Action item
From the records below, extract only the lines running from the line with "ctx.lineCap = dash ? 'butt' : 'round';" to the line with "M 72,25 L 77,41 L 58,47 L 54,30 Z", both lines included, reproducing them exactly.
Provided entries below:
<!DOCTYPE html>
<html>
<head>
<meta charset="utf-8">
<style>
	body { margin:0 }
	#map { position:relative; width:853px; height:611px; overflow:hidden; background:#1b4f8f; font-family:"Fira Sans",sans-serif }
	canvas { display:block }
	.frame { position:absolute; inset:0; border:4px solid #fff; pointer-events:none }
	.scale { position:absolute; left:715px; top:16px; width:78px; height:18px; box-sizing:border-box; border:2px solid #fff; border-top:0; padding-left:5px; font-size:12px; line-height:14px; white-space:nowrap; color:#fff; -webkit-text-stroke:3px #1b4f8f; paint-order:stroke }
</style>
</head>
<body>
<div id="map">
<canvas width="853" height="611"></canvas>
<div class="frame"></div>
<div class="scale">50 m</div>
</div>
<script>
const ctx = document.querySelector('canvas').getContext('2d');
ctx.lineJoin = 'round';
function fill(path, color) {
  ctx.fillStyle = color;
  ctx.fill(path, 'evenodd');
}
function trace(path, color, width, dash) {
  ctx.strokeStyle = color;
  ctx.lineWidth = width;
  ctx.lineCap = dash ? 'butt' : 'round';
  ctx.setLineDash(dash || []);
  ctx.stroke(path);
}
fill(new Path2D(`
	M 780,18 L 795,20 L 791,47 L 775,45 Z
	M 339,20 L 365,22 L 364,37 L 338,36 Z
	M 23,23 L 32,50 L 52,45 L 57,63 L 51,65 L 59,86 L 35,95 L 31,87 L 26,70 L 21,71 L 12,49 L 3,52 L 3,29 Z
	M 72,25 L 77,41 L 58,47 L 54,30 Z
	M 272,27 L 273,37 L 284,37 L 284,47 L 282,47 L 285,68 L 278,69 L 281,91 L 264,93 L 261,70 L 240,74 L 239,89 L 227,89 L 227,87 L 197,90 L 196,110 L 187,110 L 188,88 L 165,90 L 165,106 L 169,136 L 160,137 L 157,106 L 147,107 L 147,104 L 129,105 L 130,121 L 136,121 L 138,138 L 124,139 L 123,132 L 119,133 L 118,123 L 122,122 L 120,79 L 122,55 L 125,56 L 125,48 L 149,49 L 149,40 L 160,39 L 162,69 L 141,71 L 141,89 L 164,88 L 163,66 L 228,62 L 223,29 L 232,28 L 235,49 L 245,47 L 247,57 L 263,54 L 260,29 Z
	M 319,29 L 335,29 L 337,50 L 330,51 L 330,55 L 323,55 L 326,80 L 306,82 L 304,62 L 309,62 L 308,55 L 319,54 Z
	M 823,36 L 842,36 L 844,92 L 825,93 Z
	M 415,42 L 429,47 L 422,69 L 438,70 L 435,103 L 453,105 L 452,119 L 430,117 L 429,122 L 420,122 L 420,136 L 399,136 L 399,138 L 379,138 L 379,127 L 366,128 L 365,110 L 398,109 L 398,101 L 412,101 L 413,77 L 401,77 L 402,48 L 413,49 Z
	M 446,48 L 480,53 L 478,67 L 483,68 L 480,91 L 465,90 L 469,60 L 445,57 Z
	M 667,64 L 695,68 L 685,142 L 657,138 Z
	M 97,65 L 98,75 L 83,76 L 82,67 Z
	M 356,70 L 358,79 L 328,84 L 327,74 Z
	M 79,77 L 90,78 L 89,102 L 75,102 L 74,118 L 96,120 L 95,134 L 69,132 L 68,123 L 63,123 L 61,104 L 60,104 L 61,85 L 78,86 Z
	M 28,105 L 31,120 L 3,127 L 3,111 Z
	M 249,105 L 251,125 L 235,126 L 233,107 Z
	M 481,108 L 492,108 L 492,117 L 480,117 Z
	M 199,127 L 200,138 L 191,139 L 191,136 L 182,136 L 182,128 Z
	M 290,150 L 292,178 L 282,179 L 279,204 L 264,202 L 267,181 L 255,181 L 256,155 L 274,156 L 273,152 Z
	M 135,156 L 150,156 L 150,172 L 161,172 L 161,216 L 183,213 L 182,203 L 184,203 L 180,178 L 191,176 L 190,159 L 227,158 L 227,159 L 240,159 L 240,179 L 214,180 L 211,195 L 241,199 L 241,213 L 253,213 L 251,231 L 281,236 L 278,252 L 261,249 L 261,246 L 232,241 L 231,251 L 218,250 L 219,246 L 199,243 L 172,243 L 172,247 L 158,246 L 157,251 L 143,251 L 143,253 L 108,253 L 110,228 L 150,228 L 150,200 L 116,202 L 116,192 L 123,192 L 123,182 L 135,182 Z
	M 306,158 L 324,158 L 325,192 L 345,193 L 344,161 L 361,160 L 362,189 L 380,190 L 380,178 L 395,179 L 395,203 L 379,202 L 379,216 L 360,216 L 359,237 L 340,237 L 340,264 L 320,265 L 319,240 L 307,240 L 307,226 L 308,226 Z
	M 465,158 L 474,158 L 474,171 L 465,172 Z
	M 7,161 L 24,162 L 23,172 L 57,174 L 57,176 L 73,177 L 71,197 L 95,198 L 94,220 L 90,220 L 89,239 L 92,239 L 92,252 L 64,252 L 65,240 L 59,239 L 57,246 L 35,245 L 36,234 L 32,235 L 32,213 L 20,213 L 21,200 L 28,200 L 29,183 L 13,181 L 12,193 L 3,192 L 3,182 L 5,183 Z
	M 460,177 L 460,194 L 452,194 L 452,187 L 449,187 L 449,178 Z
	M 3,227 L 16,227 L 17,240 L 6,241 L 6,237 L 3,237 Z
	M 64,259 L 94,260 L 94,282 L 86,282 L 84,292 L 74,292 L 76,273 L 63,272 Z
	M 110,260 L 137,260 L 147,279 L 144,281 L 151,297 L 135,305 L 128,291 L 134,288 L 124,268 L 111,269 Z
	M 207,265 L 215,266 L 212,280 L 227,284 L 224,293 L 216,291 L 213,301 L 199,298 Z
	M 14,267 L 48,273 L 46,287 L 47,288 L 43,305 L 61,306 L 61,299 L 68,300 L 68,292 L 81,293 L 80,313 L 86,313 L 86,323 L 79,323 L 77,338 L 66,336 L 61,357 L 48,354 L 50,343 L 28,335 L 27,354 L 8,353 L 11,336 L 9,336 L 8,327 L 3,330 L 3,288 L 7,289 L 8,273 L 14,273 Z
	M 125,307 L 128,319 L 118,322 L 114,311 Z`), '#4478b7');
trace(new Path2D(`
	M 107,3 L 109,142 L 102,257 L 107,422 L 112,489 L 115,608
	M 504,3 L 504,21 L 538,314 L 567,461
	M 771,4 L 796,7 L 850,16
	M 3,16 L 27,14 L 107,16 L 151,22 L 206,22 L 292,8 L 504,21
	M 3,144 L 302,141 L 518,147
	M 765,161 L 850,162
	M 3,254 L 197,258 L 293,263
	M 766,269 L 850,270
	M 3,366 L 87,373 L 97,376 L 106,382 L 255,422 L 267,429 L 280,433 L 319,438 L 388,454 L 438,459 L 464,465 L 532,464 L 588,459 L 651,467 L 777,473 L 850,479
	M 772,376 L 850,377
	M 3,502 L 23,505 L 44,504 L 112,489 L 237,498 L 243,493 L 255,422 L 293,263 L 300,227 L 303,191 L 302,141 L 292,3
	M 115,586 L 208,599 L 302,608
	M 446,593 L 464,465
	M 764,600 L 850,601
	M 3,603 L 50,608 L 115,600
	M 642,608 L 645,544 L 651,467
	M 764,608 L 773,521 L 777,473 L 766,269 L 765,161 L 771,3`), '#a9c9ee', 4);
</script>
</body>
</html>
End of Provided entries.
Written response
  ctx.lineCap = dash ? 'butt' : 'round';
  ctx.setLineDash(dash || []);
  ctx.stroke(path);
}
fill(new Path2D(`
	M 780,18 L 795,20 L 791,47 L 775,45 Z
	M 339,20 L 365,22 L 364,37 L 338,36 Z
	M 23,23 L 32,50 L 52,45 L 57,63 L 51,65 L 59,86 L 35,95 L 31,87 L 26,70 L 21,71 L 12,49 L 3,52 L 3,29 Z
	M 72,25 L 77,41 L 58,47 L 54,30 Z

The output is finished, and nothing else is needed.